That last part turned out to be an assumption. After finishing that blog and delivering the implementation, I decided to put it to the test and apply for an ARK.

Is the coffee and cake arranged?

Persistence is all about a promise: can others trust that you will keep your promise to make information available?

The elephant in the persistence room is trust in your PIDs and resolver after the proverbial curtain has fallen.

And for a startup, that risk is not small. You do not solve that with technology.

“Persistent” therefore means transferable, not eternal.

You promise to set things up so that they do not depend on you.
You promise that the meaning of identifiers is documented.
You promise that the mapping from PID to current addresses is not locked away in an obscure database, but exists as an open and usable source.

What you do not promise is that you will exist forever and keep paying the bills.

Good persistence policy extends beyond the final exit. We quickly think about dissolution: besides coffee and cake, are there agreements with an umbrella organisation, an archive, or an institution such as DANS?

But the danger of transience is much closer. Nothing turns out to be as temporary as an organisation’s name—and therefore its internet domain.

What happens in a merger, a split, a reorganisation, or the management favourite: a “recalibration of strategic goals and identity”?

Can you promise you will always keep old domains online?
That the old resolver will keep redirecting visitors?
Or do you choose a neutral internet address for that reason?

External resolvers

To make the “life after death” promise, platforms such as ARK, Handle, and DOI offer services. Instead of:

https://pid.p-322.com/p322/blog/01J6E8F3PFQ2H9R7M4K8V1CW

you use something like:

https://n2t.net/ark:12148/btv1b8449691v/f29
or
http://hdl.handle.net/10648/35429da7-5297-a382-e063-6df0900a6686

In ARK and Handle addresses, the fragments 12148 and 10648 are the Name Assigning Authority Number (NAAN) and the Handle, respectively. They function as a space—the namespace—for a participating organisation. Handle 10648 belongs to the National Archives of the Netherlands, and everything after it is an identifier for an object from the NA. For example, 35429da7-5297-a382-e063-6df0900a6686 is a photograph of distinguished gentlemen on a platform at the first steam train in Aalsmeer. The Handle resolver redirects the visitor to the image in the photo collection.

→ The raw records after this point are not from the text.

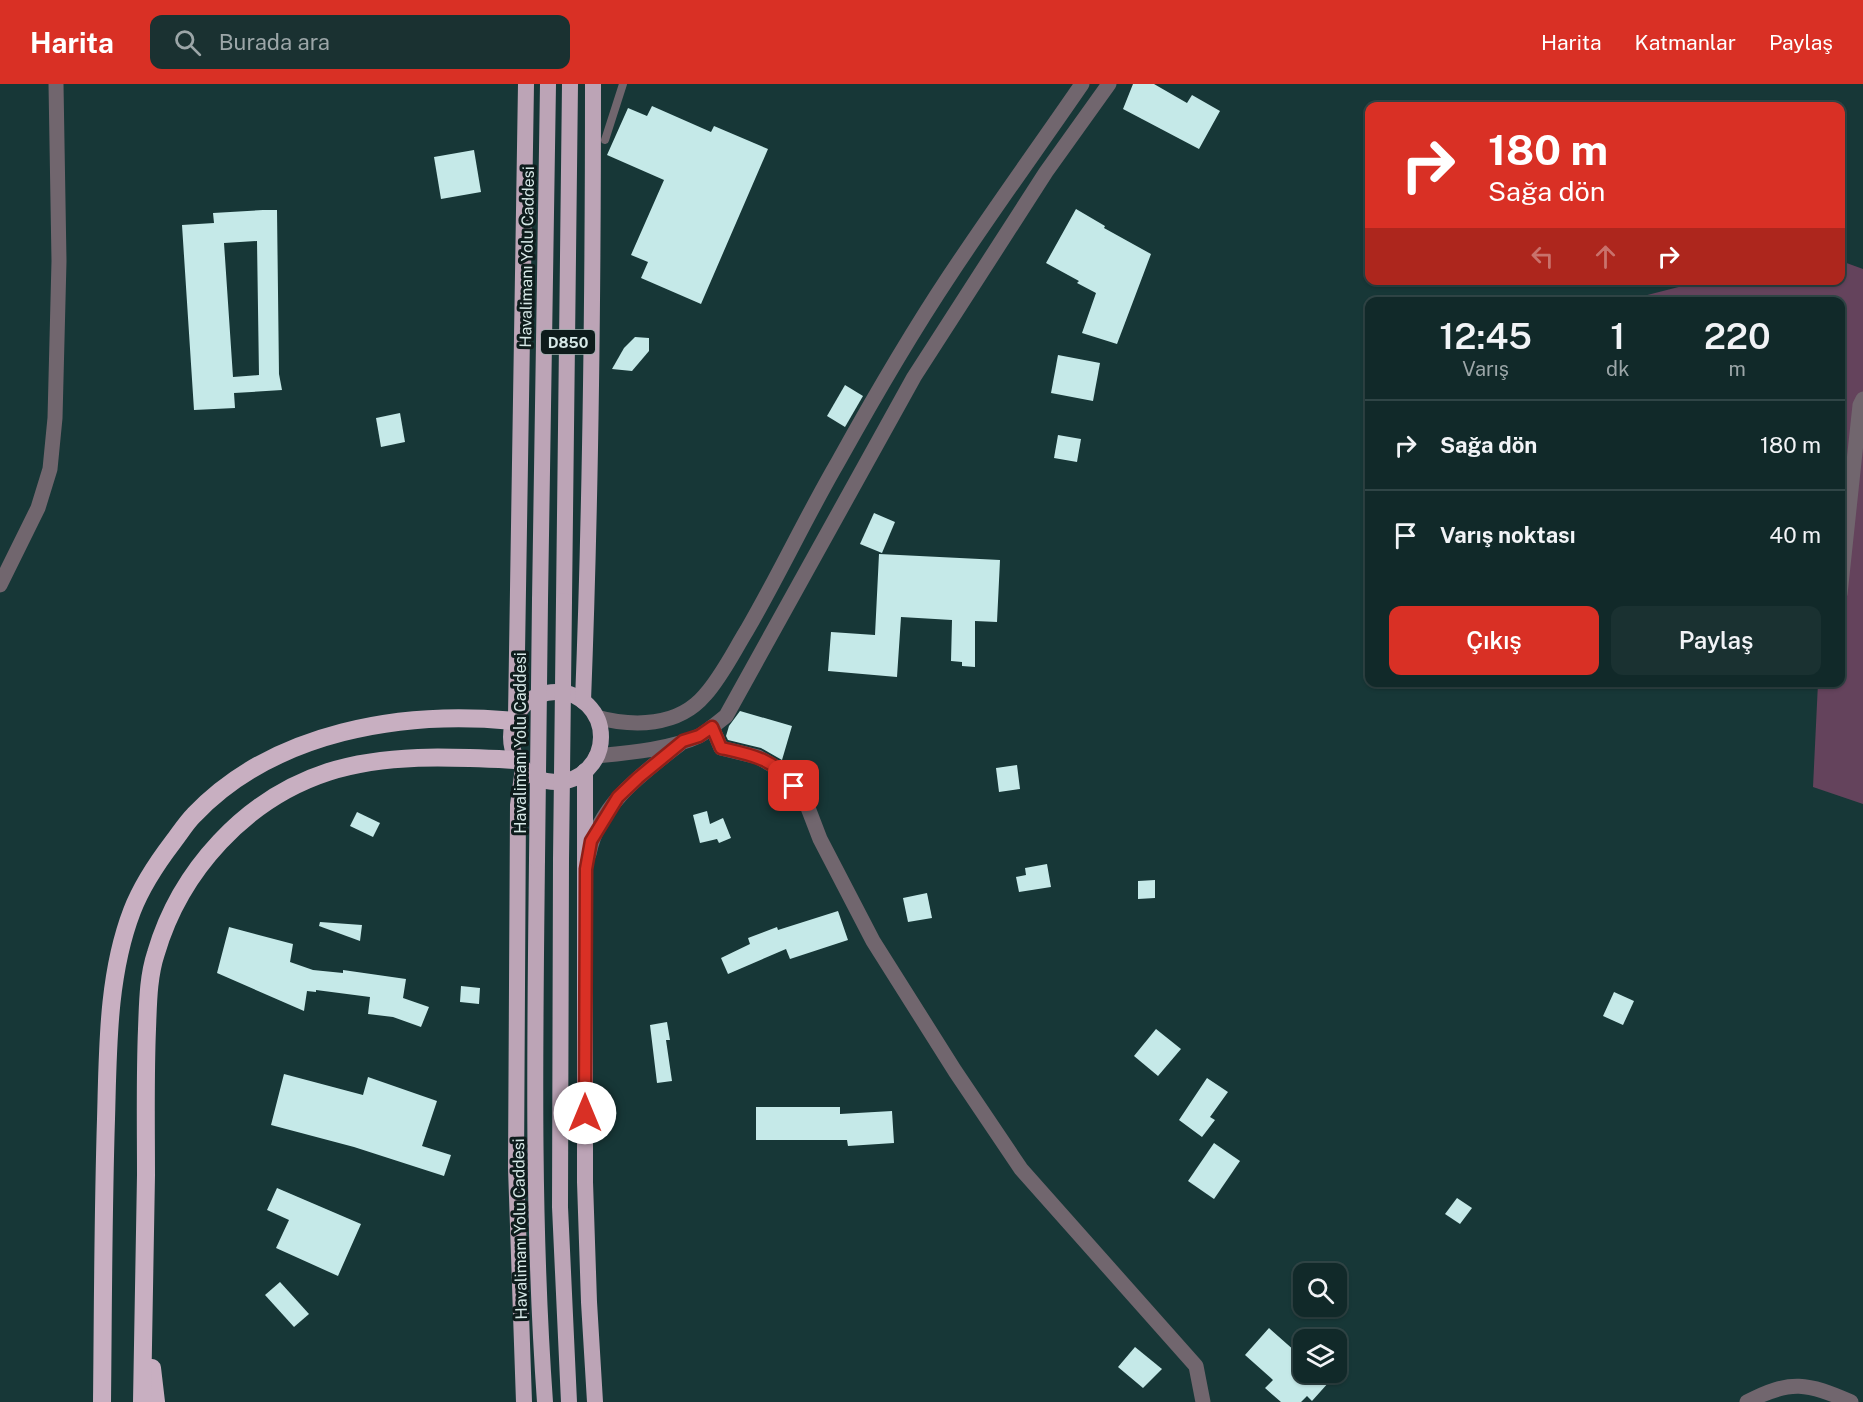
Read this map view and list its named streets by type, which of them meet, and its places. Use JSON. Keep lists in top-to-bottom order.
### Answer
{
  "streets": {
    "highway": ["Havalimanı Yolu Caddesi", "D850"]
  },
  "page": {
    "header": "Harita",
    "search": "Burada ara",
    "nav": ["Harita", "Katmanlar", "Paylaş"],
    "turn": ["180 m", "Sağa dön"],
    "eta": [
      "12:45",
      "Varış",
      "1",
      "dk",
      "220",
      "m"
    ],
    "list": [
      {
        "name": "Sağa dön",
        "value": "180 m"
      },
      {
        "name": "Varış noktası",
        "value": "40 m"
      }
    ],
    "buttons": ["Çıkış", "Paylaş"]
  }
}
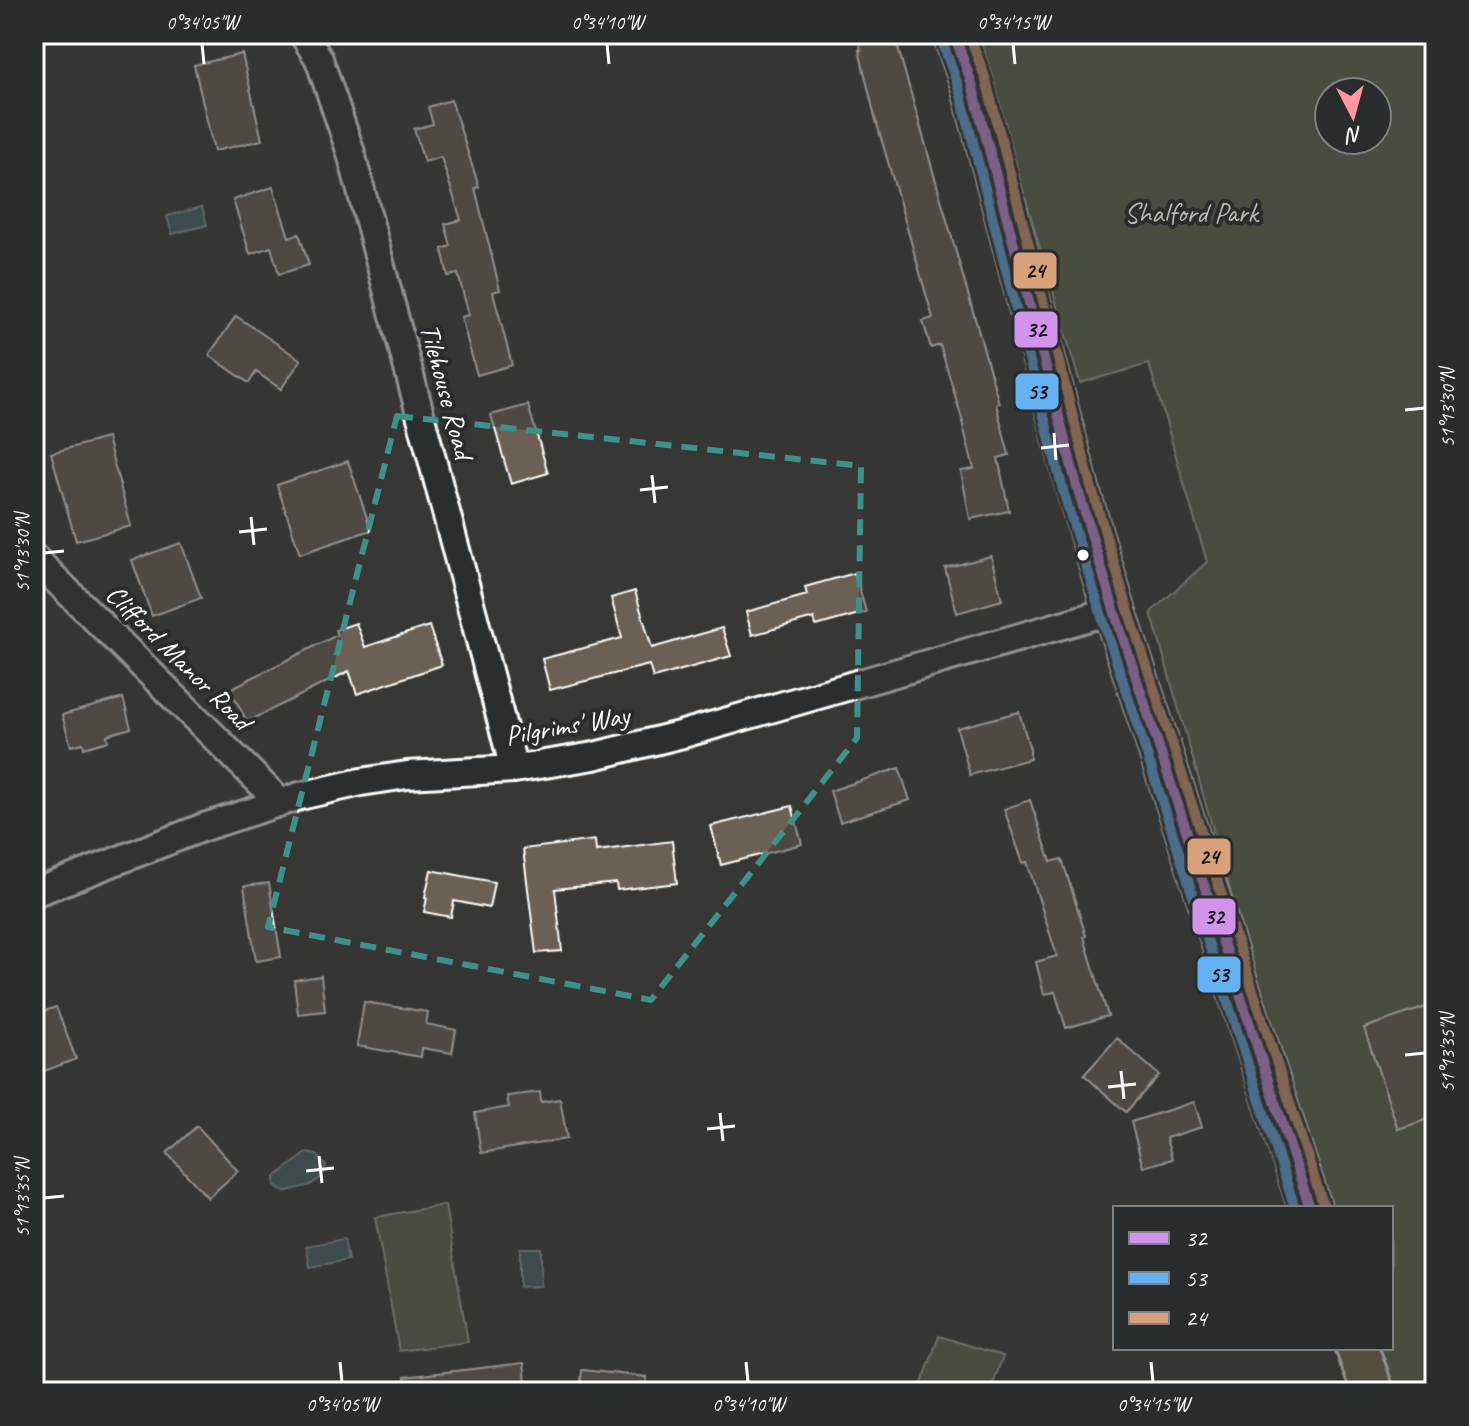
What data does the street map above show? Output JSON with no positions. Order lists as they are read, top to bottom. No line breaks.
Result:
{"streets":{"street":["Tilehouse Road","Clifford Manor Road","Pilgrims' Way"]},"crossings":[["Tilehouse Road","Pilgrims' Way"],["Clifford Manor Road","Pilgrims' Way"]],"parks":["Shalford Park"],"lines":["transit line 32","transit line 24","transit line 53"],"legend":["32","53","24"],"north":"bottom","coordinates":["0°34'05\"W","0°34'10\"W","0°34'15\"W","51°13'30\"N","51°13'35\"N"]}
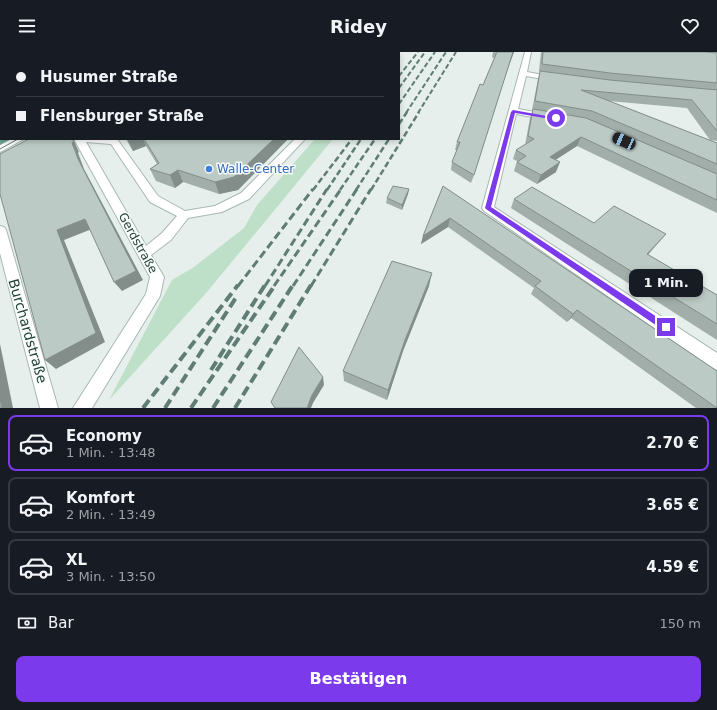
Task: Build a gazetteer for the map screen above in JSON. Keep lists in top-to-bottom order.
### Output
{
  "streets": {
    "street": ["Gerdstraße", "Burchardstraße"]
  },
  "places": ["Walle-Center"],
  "page": {
    "header": "Ridey",
    "banner": ["Husumer Straße", "Flensburger Straße"],
    "bubble": "1 Min.",
    "list": [
      {
        "name": "Economy",
        "note": "1 Min. · 13:48",
        "value": "2.70 €"
      },
      {
        "name": "Komfort",
        "note": "2 Min. · 13:49",
        "value": "3.65 €"
      },
      {
        "name": "XL",
        "note": "3 Min. · 13:50",
        "value": "4.59 €"
      }
    ],
    "pay": ["Bar", "150 m"],
    "buttons": "Bestätigen"
  }
}
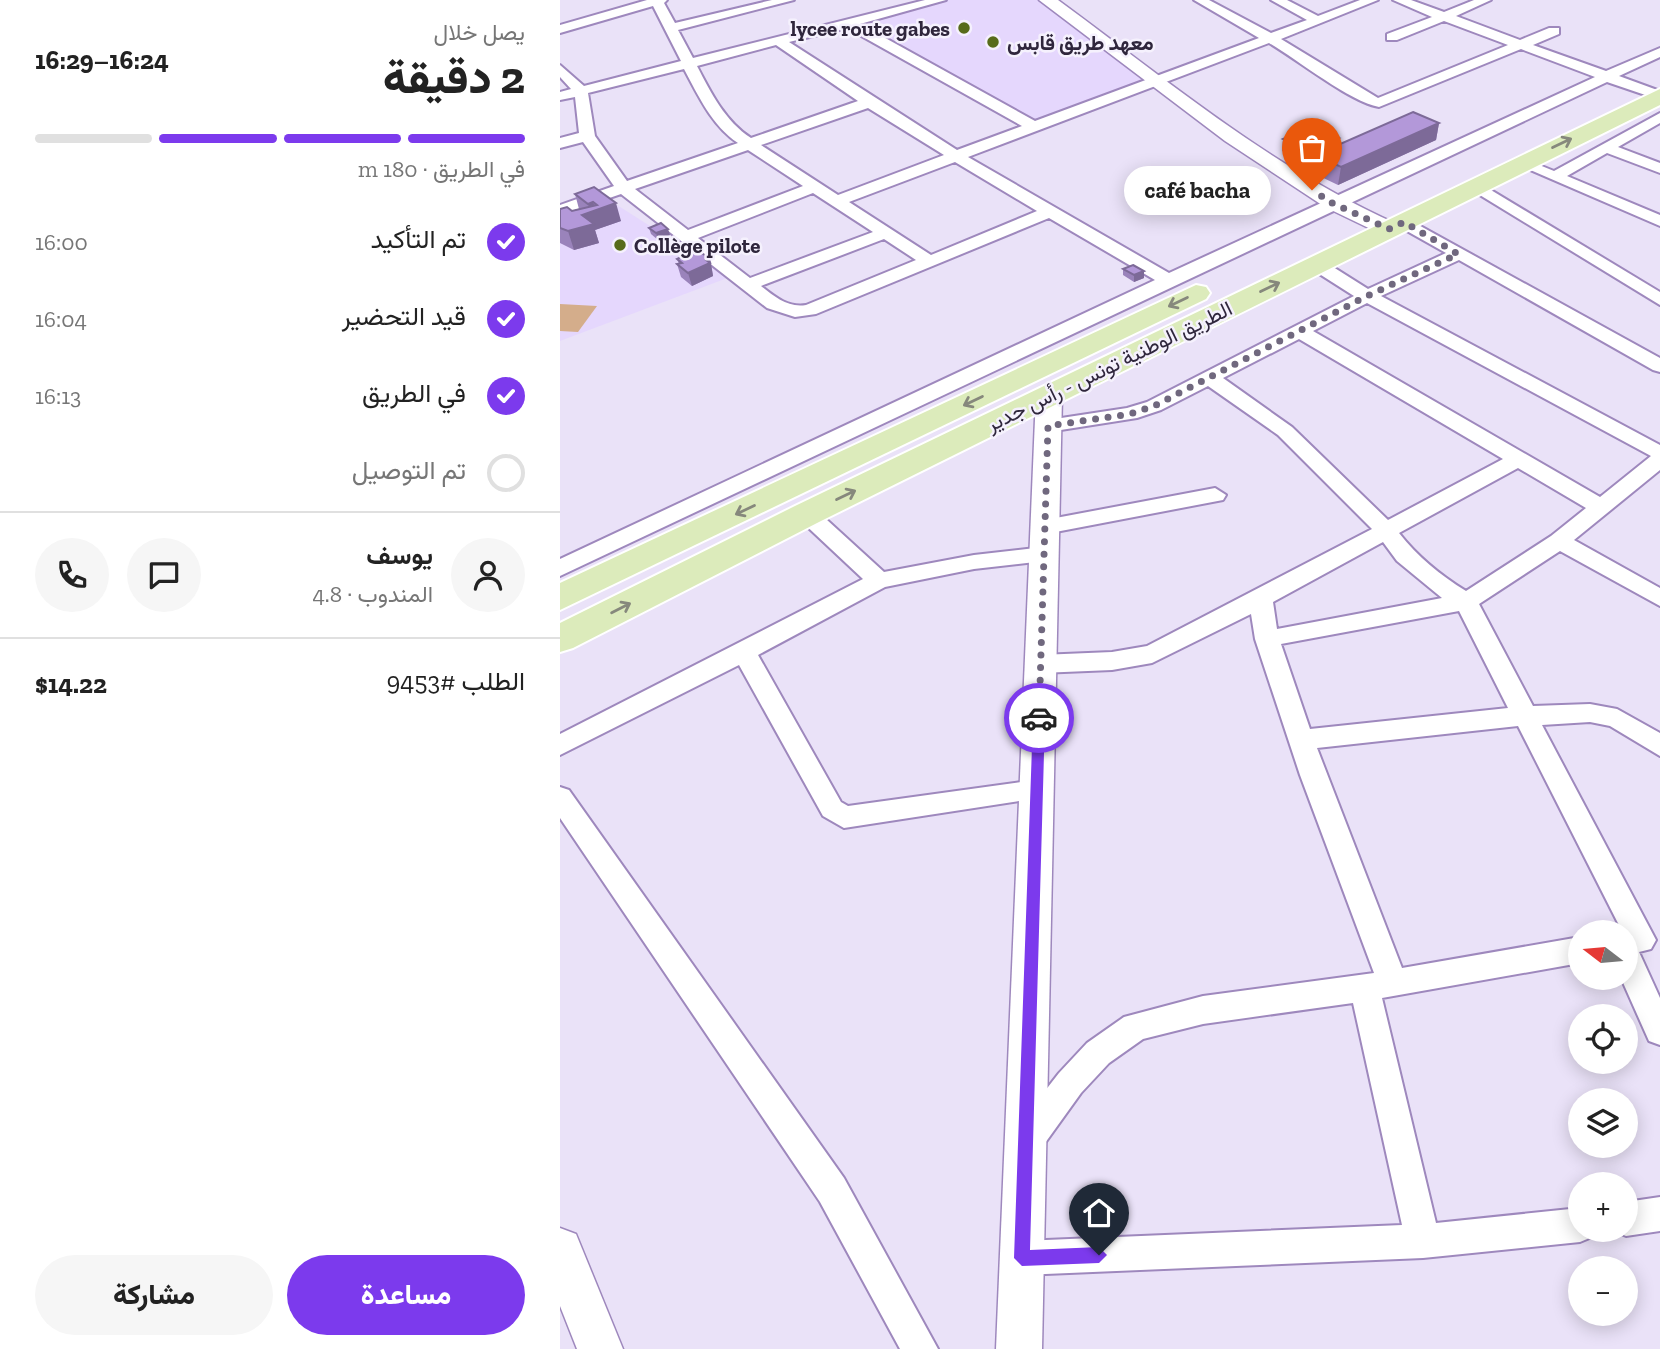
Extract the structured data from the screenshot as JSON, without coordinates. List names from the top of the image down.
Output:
{
  "streets": {
    "main road": ["الطريق الوطنية تونس - رأس جدير"]
  },
  "places": [
    "lycee route gabes",
    "معهد طريق قابس",
    "café bacha",
    "Collège pilote"
  ],
  "north": "left",
  "page": {
    "heading": ["2 دقيقة", "يصل خلال", "16:24–16:29"],
    "panel": [
      "يوسف",
      "المندوب · 4.8",
      "الطلب #9453",
      "$14.22"
    ],
    "bar": "في الطريق · 180 m",
    "bubble": "café bacha",
    "list": [
      ["تم التأكيد", "16:00"],
      ["قيد التحضير", "16:04"],
      ["في الطريق", "16:13"],
      "تم التوصيل"
    ],
    "map_buttons": ["+", "−"],
    "buttons": ["مساعدة", "مشاركة"]
  }
}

That is elegant—but before ARK, Handle, or DOI assigns your organisation such a number, you typically have to meet a range of requirements. I therefore assumed that, as a startup, we would struggle to qualify. But you lose nothing by trying, and you might get a yes: I decided to make a choice and see how far I would get.

If they all reject us, the application process will still be instructive. And to guarantee an outcome, I also included PURL. You can always fall back to that.

This is not Pepsi versus Coke

In the sector, you hear people talk about Handle, DOI, and ARK as if it were Pepsi versus Coke: a matter of preference, price, or taste.

That is uncomfortable, because they are not easily comparable.

They do very different things. Not better or worse—different. The wrong argument for making a choice is therefore: ARK is free.

At the time, I still thought the choice would mainly be a technical and organisational trade-off. Only later did it become clear that this decision forced me to answer a far harder question.

What happens when the same infrastructure has to serve archiving, scholarly citation, and marketing at the same time? But let me not get ahead of myself and first lay out the different systems side by side—not to compare them by taste or price, but to make visible what problem each is trying to solve, and what it very explicitly does not solve. Only from that distinction does it become clear why some combinations chafe, and others create breathing room.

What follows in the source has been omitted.